While his avatar acts and interacts on Pandora, the human Jake, in a semi-comatose state inside the tube, feels the emotions of his avatar. The scientists involved in this venture want to learn more about Pandora and the Nav’i, while the industrialists financing the project are eager to get hold of Pandora’s valuable natural resource, the mineral Unobtainium, which can save earth from an energy crisis. While the Nav’i are constantly in danger from the predatory animals that live in their forest, they also see the natural world as their link to the divine mother, Eywa. Eventually, the earthly military forces travel to Pandora to destroy its people and capture the Unobtainium, and a mighty battle ensues.
Some have seen the film as a parable of our mistreatment of the environment, others as a critique of the disastrous link between industry, technology and militarism, (particularly as found in the Bush Doctrine of the pre-emptive strike) and U.S. imperialism in general. I am partial to the latter interpretation, but (spoiler alert!) I differ with the feminist critics who find that the Nav’i heroine and love interest Neytiri (Zoë Saldana) is presented stereotypically as less muscular than the male avatar and therefore weaker. Without providing an exegesis on the body types of, say, Serena Williams vs. Peyton Manning, I found it refreshing that Neytiri is presented as a fierce warrior, that she is the expert who teaches Jake necessary survival skills and battle maneuvers, that her dying father passes on the leadership of the tribe to her, and that eventually she saves the life not only of Jake’s avatar but also the human Jake as well. The frequent villains of science-fiction literature and film, the scientists themselves, are also presented positively in the person of the lead scientist, Grace Augustine (Sigourney Weaver), who eventually shares Jake’s admiration for the ways of the Nav’i and attempts to protect them.
Such is the current cultural prominence of “Avatar” that even the Vatican has weighed in with observations.
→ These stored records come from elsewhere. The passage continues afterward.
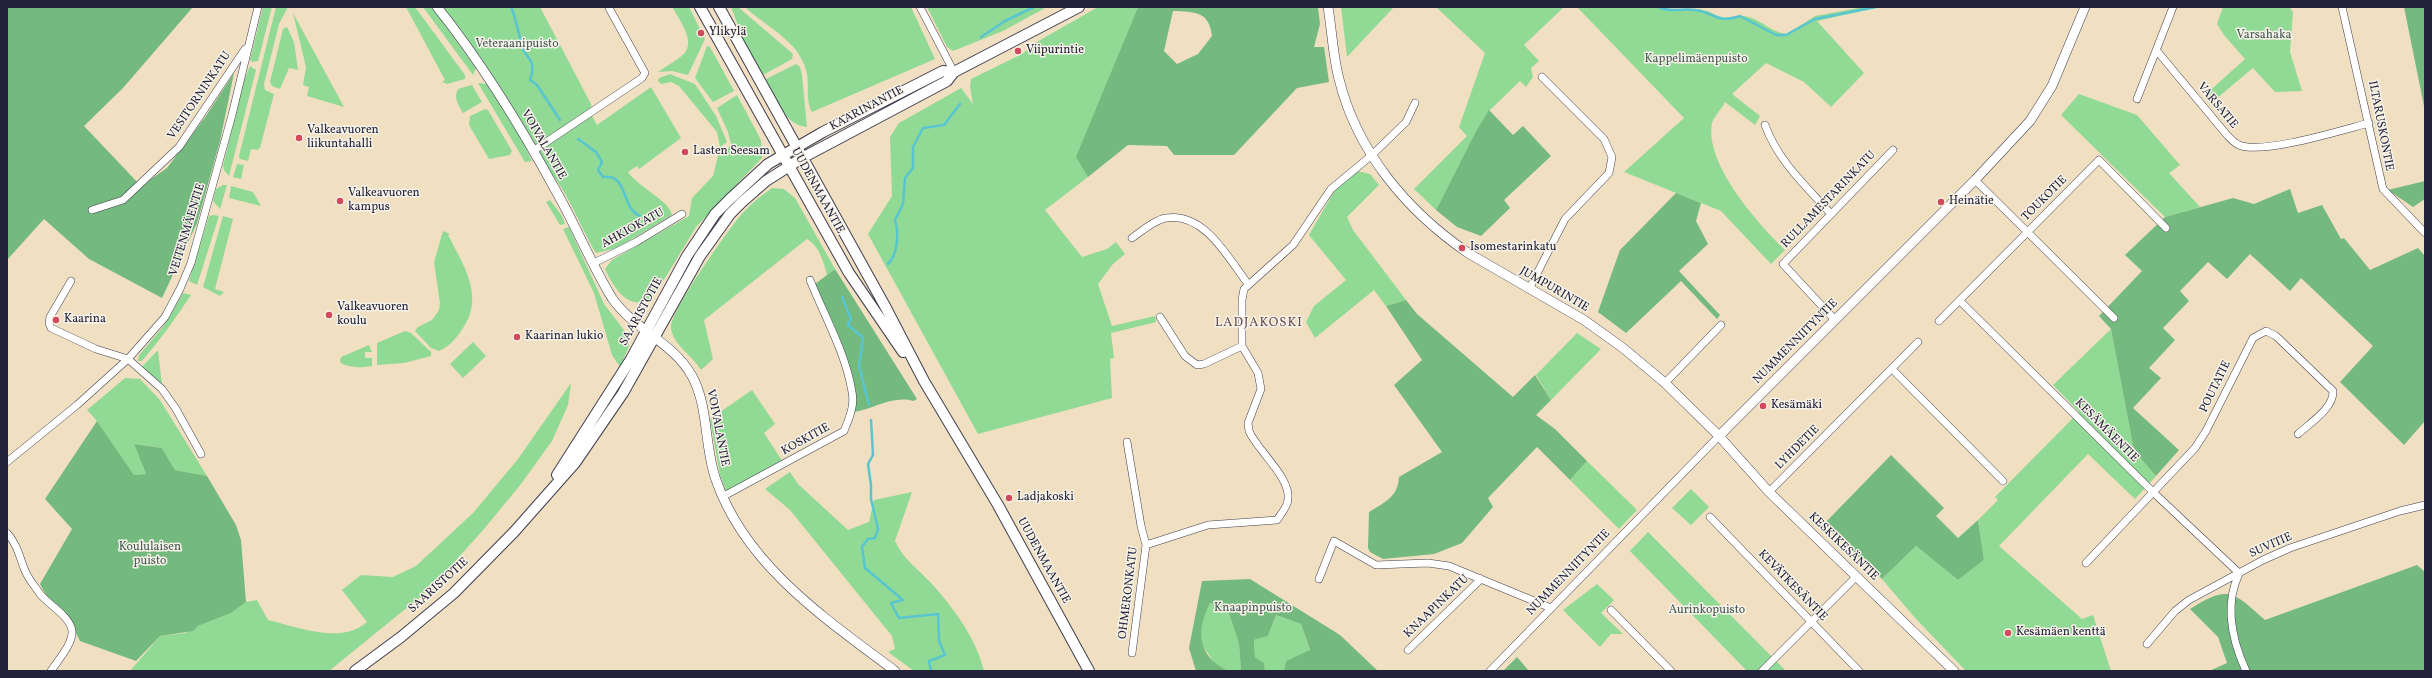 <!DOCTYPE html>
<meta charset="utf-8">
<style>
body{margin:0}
#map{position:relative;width:2432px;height:678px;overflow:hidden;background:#f0dfc1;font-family:Vollkorn,serif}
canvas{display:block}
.frame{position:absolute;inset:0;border:8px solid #22223b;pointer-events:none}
</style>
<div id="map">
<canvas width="2432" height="678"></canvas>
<div class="frame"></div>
</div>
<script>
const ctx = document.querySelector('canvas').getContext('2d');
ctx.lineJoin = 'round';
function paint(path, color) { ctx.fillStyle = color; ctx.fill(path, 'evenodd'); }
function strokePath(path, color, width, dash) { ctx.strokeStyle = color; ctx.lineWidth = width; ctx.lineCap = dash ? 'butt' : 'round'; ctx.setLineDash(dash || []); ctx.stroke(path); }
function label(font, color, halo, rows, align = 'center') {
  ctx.font = font + ' Vollkorn,serif'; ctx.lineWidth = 3; ctx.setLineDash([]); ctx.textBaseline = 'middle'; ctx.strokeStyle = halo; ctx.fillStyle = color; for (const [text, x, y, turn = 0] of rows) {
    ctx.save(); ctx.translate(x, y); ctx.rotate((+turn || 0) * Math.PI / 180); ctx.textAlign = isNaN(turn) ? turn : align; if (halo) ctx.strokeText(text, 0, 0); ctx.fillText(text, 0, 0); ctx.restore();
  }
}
paint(new Path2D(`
 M263 7H272L258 61 252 62 250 60Z
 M276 7H288L279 24 264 84 265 90 274 94 260 148 257 150 251 149 248 161 240 159 239 156Z
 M406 7H415L465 75V79L447 84 442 82 445 80Z
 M423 7H432L476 68 473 75Z
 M442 7H540L591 104 592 116 597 125 651 87 681 138 639 169 637 166 628 172C639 188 669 200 672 215L617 248 596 253C579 225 570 195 549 171Z
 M672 7H689L705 39 688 75 672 71 658 72C666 66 681 59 686 51 694 39 678 17 672 7Z
 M731 7H738L793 54 792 59 763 75 744 41Z
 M745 7H911L935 59 812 112C805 101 810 83 806 70 798 40 766 27 745 7Z
 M927 7H1047L1003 31 953 51 947 47Z
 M1098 7H1138L1077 157 1088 177 1045 210 1082 257 1107 249 1116 242 1125 254 1113 264 1098 284 1112 326 1155 316 1156 322 1111 333 1114 358 1110 359 1112 398 978 434 868 234 892 196 890 137 899 123 961 88 973 104 970 86 971 79 1022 54 1035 43Z
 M1341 7H1394L1347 57Z
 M1436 7H1564L1524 45 1539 61 1531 68 1533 77 1526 87 1520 81 1489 111 1476 131 1436 210 1414 189 1467 136 1459 127 1485 53Z
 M1577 7H1663C1683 17 1696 0 1720 18 1730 18 1739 14 1749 17 1762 21 1773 33 1787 34L1815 16 1864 7H1880L1817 21 1864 73 1831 107 1804 82 1766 63 1732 94 1760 116 1755 125 1725 102C1722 108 1714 117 1712 123 1704 163 1758 224 1785 250L1771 264 1721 211 1624 172 1684 118Z
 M2223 7H2289L2293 12 2290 52 2302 91 2275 92 2253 68 2210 104 2204 96 2245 59 2224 35 2217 24Z
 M293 13 344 107 307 96 309 87 303 85 306 67Z
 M287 27 294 42 298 70 289 68 280 89 272 86 270 82 283 29Z
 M707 46 710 47 734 91 713 102 695 78Z
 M796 64 800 67 802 75 807 127C784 125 775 98 766 79Z
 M250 66 256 70 229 176 224 170 223 166 243 83Z
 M670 74 695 84 716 116 727 142 720 147 717 132 679 86 671 82 661 84 658 81 659 78Z
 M478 83 487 84 522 140 532 161 525 162Z
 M472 85 482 102 463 113C459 106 453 98 458 89Z
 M2079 94 2137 115 2180 165 2169 173 2200 207 2165 217 2061 115Z
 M737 95 761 140 762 158 696 227 653 298C629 313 614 288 605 269L612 260 689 216 692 198 713 176 719 152 727 150 731 144 728 132 717 108Z
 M485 109 488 110 512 151 510 155 489 159 469 125 470 116Z
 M237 164 244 165 241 179 233 177Z
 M1357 171 1370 174 1379 185 1347 217 1353 230 1406 300 1386 306 1374 290 1315 338 1306 322 1314 306 1346 280 1309 235 1335 190Z
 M223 185H227L220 209 213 201 216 189Z
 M231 186 253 192 261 206 229 198Z
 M772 188 784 189 795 198 835 269 827 275C824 262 819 246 807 239L704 320 713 359 701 370C693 356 673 345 671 328 670 311 724 237 736 221 746 208 759 197 772 188Z
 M550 200 562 216 565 224 560 225 546 202Z
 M214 215 219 216 197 285 189 281 209 216Z
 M223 216 233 219 215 289 224 292 220 296 203 287Z
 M569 227 604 304 627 334 629 346 620 367 612 355 594 293 563 229Z
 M443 231 450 234 448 235C464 266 486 298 461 331 456 339 447 348 439 351L431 348 415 331 418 327 432 320 439 310 440 303 434 262Z
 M183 293 191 295C176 318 160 340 142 361H138L139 355 163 327Z
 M2111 329 2134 451 2156 476 2135 499 2088 454 1999 546 2082 619 2093 615 2111 671H1966L1916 619 1882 579 1916 546 1958 580 1984 560 1978 520 1998 500 1995 497 2079 412 2053 385Z
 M405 331 411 333 431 352V356L404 363 377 365V343Z
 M1577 333 1601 349 1551 400 1536 375Z
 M473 342 486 356 463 378 450 364Z
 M369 345 372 352H365V358H372V366C364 368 346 368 340 362L341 357Z
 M157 351H158L162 384 142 367Z
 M125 378 140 379 160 400 207 476 175 470 162 448 134 444 146 474 134 475 97 421 87 410Z
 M571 383 568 405 552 441 521 484 484 529 430 589 329 671H130L160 636 185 633 198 626 231 613 246 602 257 600 268 620C298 627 341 645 367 622L342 590 361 575 393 577 416 566 473 513 518 459Z
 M752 390 775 424 764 433 783 462 726 491 720 475 710 419Z
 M1587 461 1637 510 1619 529 1570 480Z
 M790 472 798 484 848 530 869 522 874 500 912 492 895 541C903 559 918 569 931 583 953 607 976 638 984 671H914L888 652 895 649 892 636 790 510 765 489Z
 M1691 489 1709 507 1691 525 1672 508Z
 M1648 532 1786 671H1747L1630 551Z
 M1597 584 1614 600 1601 613 1623 634H1611L1600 647 1563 610Z
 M1210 603 1227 607 1239 644 1241 671H1228L1216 665 1200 642 1201 621Z
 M1276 615 1301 624 1310 651 1286 661 1284 671H1265L1264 663 1255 657 1254 640 1268 636Z`), '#91da95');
paint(new Path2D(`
 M7 7H193L123 88 84 126 141 186 167 168 206 116 234 73 220 141 197 223 162 298 89 259 44 219 7 260Z
 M1138 7H1318L1320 24 1314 47H1324L1329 82 1297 88 1234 155H1174L1167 146 1128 145 1088 177 1076 157ZM1173 11C1195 12 1209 11 1212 36L1198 54 1177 64 1164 51Z
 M2404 7H2425V111Z
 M1489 110 1513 135 1523 126 1551 156 1504 200 1510 208 1481 236 1457 227 1436 210 1476 131Z
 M2425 181V199L2413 207 2388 190Z
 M2290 189 2298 213 2322 205 2341 239 2344 238 2370 270 2418 248 2425 256V421L2404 445 2340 382 2373 346 2301 278 2290 291 2250 254 2227 279 2208 262 2180 291 2189 301 2163 328 2175 340 2149 368 2161 378 2133 408 2179 450 2156 476 2134 451 2111 329 2099 316 2142 271 2125 255 2165 217 2233 198 2254 204Z
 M1676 193 1701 203 1696 221 1708 244 1679 271 1720 315 1717 319 1681 281 1626 333 1598 312 1620 250Z
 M835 269 917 399 913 401C893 395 874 409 854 412L856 392 815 284Z
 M1406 300 1417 314 1513 397 1535 375 1551 400 1536 415 1555 429 1587 461 1570 480 1537 447 1488 498 1493 507 1462 543 1434 554 1383 559 1370 552 1368 548 1369 512C1385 502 1398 497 1399 477L1442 452 1394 385 1422 360 1386 306Z
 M97 421 134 475 146 474 134 444 162 448 175 470 207 476 236 525 241 540 246 602 231 613 198 626 193 631 160 636 136 661 80 641C70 617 50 606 40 584L72 529 45 499Z
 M1891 455 1944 508 1936 516 1958 538 1978 520 1984 560 1958 580 1916 546 1882 579 1824 524Z
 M2417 565 2425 572V671H2209L2227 663 2218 637 2190 609C2229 584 2233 592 2265 620Z
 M1250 579 1340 635 1378 671H1284L1286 661 1310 650 1301 624 1276 615 1268 636 1254 640 1255 657 1264 663 1265 671H1241L1239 644 1227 607 1210 603C1195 632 1198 656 1228 671H1196L1189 648 1202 581Z
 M1517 657 1529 671H1503Z`), '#74ba7e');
strokePath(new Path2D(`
 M511 7C517 21 518 34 523 48 524 54 531 58 532 65 533 71 532 74 530 80L537 85 560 120
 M1658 7C1671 13 1682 8 1695 10 1716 13 1717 24 1740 16L1776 35H1786L1815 19 1876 7
 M981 37 1005 21 1034 7
 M578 139 596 152 602 162 598 170 603 177C629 174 620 207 640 216
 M888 264C898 254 899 233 895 220L903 204 905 178 913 168V147L923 128 944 125 960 104
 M842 297 851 319 848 325 863 338 859 366 869 405
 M871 420 873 455 868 464 871 485V499L878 529 875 538 868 539 862 547 865 568 903 600 891 603 899 618 938 614 939 641 945 655 929 661 931 671`), '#58c5d0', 2.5);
const minor = new Path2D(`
 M920 7 954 72
 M2342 7 2383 189 2425 233
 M2157 51 2227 135C2231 139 2234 143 2239 145 2262 155 2342 130 2369 123
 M2137 99 2173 7
 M1765 125C1778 161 1806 186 1831 214
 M533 151 642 78 645 73 609 8
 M1975 180 2114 318
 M92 210 123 200 179 147 245 49
 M1132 238C1142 231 1154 220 1166 218 1205 212 1228 258 1248 284
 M594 263 636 242 682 214
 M71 281 50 317 49 323 51 328 96 349 128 359 162 389 176 409 201 454
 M1529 289 1565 219 1609 173 1612 157 1604 139 1542 77
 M1960 301 2154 493 2239 573
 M1160 317 1185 356 1197 365 1204 364 1242 346
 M1834 319 1783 264 1893 150
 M1939 321 2099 160 2166 228
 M1893 370 2003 481
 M1665 383 1721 325
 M1127 442 1141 526 1146 545 1132 653
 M7 462 77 405 128 359 165 317 180 289 191 263 232 115 258 7
 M1769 492 1918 342
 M722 497 844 431C849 419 855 405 852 392 846 354 824 315 810 280
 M1710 517 1859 671
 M7 533C17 544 19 555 24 568 27 578 35 586 40 594 49 605 70 616 72 631 73 644 58 660 51 671
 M1146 545 1208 525 1277 520C1281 514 1288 506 1288 499 1291 478 1257 450 1249 431L1248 423 1261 389 1258 373 1242 346V300L1244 289 1293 245 1331 189 1372 155 1406 122 1415 103
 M2086 563 2195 448 2206 431 2253 338 2266 331 2276 336 2333 391C2334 408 2310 423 2298 434
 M2239 574C2224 605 2232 640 2246 671
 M1319 579 1334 541 1376 565 1428 563 1449 566 1551 608
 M1611 610 1671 671
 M2147 644 2175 611 2189 600 2263 560 2290 548 2400 511 2425 505
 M1408 650 1481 579
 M1490 671 1719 436
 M1762 671 1856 577`);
const tertiary = new Path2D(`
 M437 7C483 64 521 127 556 191 576 226 591 264 612 298 633 329 673 342 692 376 709 407 704 447 716 480 746 566 826 619 895 671
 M1328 7C1332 31 1333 56 1339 79 1357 152 1407 211 1468 253L1584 320 1623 348 1665 383 1719 436 1769 492 1954 671
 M1719 436 1975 180 2030 121 2052 86 2085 7`);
const secondary = new Path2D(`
 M700 7 849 273 903 352
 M719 7 886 308 924 381 998 505 1089 671
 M557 475 631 359 687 256 715 214 730 199 768 164 823 132 943 71 954 72
 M355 671 401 637 454 593 514 532 575 463 623 393 700 256 730 214 742 202 766 181 802 158 947 81 954 72 1079 7`);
strokePath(minor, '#413e4f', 8);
strokePath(tertiary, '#413e4f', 10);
strokePath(secondary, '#413e4f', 12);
strokePath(minor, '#fff', 7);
strokePath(tertiary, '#fff', 9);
strokePath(secondary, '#fff', 10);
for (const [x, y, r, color] of [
 [701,33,4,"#d1495b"],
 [1018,51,4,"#d1495b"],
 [299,138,4,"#d1495b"],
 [685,152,4,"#d1495b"],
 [340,201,4,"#d1495b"],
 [1941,202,4,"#d1495b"],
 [1462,248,4,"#d1495b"],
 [329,315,4,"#d1495b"],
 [56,320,4,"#d1495b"],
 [517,337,4,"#d1495b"],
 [1763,406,4,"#d1495b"],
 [1009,498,4,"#d1495b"],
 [2008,633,4,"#d1495b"]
]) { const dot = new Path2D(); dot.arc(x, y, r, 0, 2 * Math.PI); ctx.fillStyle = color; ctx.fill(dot); strokePath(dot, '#f7f3e8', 1.5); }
label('12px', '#22223b', '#f7f3e8', [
 ["Ylikylä",709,33],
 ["Viipurintie",1026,51],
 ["Valkeavuoren",307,131],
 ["liikuntahalli",307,145],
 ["Lasten Seesam",693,152],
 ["Valkeavuoren",348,194],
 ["kampus",348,208],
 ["Heinätie",1949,202],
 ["Isomestarinkatu",1470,248],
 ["Valkeavuoren",337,308],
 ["koulu",337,322],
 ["Kaarina",64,320],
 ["Kaarinan lukio",525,337],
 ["Kesämäki",1771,406],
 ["Ladjakoski",1017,498],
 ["Kesämäen kenttä",2016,633]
], 'left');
label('12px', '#435956', '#f7f3e8', [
 ["Varsahaka",2264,36],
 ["Veteraanipuisto",517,45],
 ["Kappelimäenpuisto",1696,60],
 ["Koululaisen",150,548],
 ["puisto",150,562],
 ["Knaapinpuisto",1253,609],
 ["Aurinkopuisto",1707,611]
]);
label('12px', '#22223b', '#f7f3e8', [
 ["VESITORNINKATU",200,96,-56],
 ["VARSATIE",2217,106,50],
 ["KAARINANTIE",867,109,-28],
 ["ILTARUSKONTIE",2380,126,79],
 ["VOIVALANTIE",543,145,60],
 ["UUDENMAANTIE",817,191,61],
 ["TOUKOTIE",2045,199,-45],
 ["RULLAMESTARINKATU",1829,200,-46],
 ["AHKIOKATU",633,229,-29],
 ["VEITENMÄENTIE",188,230,-73],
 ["JUMPURINTIE",1554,290,30],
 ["SAARISTOTIE",642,312,-61],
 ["NUMMENNIITYNTIE",1796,342,-45],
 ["POUTATIE",2216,387,-64],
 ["VOIVALANTIE",717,428,79],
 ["KESÄMÄENTIE",2106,431,45],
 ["KOSKITIE",806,440,-29],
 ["LYHDETIE",1798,448,-45],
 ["SUVITIE",2271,546,-24],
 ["KESKIKESÄNTIE",1843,547,44],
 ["UUDENMAANTIE",1043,561,61],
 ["NUMMENNIITYNTIE",1569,573,-46],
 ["SAARISTOTIE",439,586,-42],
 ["KEVÄTKESÄNTIE",1792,586,46],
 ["OHMERONKATU",1129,593,-83],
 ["KNAAPINKATU",1437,607,-44]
]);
ctx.letterSpacing = '1px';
label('13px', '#664a51', '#f7f3e8', [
 ["LADJAKOSKI",1259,324]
]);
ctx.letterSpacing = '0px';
</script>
Gaetano Vallini, a film reviewer for the Vatican newspaper, L’Osservatore Romano, praised the film’s “stupefying, enchanting technology.” However, he termed the screenplay unoriginal and “standardized” and felt that the film’s sentimentality diverts viewers from “more thoughtful observations on militarism, imperialism, and environmentalism.” What has drawn considerably more attention is his comment that the film “gets bogged down by a spiritualism linked to the worship of nature.”
But, in my opinion, the religious beliefs and practices of the Nav’i are not genuinely pantheistic; they are closer to the Transcendentalism of Emerson and Thoreau, and their Catholic contemporary, Orestes Brownson, who saw nature as a powerful link to the divine—for Emerson that would be the Christian God; for the Nav’i, it is the compassionate Mother Goddess, Eywa, to whom they pray for victory, for healing and even for resuscitation from death.
“Avatar” is a glorious cinematic achievement. Vallini put it mildly when he said in one interview, “The show is worth the price of the ticket.” Yes, and then some. It illustrates what Emerson, at the conclusion of his essay “Nature,” proclaimed as one of the goals of Transcendentalism: “We shall look at the world with new eyes.”